_BRIEF_
Please return every line of the records that contains the word "Road".
START DATA UNDER STUDY
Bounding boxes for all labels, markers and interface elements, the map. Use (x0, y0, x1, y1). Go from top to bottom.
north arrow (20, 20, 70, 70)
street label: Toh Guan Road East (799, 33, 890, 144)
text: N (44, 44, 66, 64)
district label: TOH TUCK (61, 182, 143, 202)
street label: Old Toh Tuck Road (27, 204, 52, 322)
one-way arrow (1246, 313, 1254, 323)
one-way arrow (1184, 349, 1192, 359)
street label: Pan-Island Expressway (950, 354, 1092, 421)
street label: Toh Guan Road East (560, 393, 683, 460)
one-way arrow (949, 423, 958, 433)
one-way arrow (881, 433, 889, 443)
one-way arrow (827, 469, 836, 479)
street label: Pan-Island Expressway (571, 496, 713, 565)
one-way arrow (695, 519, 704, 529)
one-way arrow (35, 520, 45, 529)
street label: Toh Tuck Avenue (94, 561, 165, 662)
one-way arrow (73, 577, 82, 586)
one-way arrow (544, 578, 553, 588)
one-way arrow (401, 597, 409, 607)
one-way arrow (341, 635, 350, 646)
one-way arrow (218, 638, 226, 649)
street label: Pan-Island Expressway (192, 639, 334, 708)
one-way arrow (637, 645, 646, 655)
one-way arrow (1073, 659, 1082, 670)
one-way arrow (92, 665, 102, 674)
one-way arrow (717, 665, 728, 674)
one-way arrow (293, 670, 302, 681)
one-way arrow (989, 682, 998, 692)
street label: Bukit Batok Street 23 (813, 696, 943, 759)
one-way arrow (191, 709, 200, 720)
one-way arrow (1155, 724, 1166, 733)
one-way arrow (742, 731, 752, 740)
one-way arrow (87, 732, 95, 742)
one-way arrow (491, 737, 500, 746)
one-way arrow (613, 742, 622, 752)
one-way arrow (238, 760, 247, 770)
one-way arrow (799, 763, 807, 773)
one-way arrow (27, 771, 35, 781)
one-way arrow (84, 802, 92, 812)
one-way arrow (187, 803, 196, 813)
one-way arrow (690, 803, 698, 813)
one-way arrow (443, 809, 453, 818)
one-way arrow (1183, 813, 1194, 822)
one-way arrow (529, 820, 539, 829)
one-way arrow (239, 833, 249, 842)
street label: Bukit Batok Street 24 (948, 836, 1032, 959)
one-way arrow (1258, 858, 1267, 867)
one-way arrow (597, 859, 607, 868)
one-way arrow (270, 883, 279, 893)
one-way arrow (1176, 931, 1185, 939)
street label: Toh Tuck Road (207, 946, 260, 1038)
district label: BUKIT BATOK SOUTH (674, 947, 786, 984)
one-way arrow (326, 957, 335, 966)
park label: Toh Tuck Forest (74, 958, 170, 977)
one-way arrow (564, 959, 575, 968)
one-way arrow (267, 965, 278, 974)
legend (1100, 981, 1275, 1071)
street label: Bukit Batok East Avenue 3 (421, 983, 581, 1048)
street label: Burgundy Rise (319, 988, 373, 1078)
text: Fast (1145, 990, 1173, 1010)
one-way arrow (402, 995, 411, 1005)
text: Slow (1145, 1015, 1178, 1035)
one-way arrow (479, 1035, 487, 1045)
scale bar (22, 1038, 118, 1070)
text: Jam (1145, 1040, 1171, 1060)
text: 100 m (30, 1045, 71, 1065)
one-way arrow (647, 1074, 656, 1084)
END DATA UNDER STUDY
_TASK OUTPUT_
street label: Toh Guan Road East (799, 33, 890, 144)
street label: Old Toh Tuck Road (27, 204, 52, 322)
street label: Toh Guan Road East (560, 393, 683, 460)
street label: Toh Tuck Road (207, 946, 260, 1038)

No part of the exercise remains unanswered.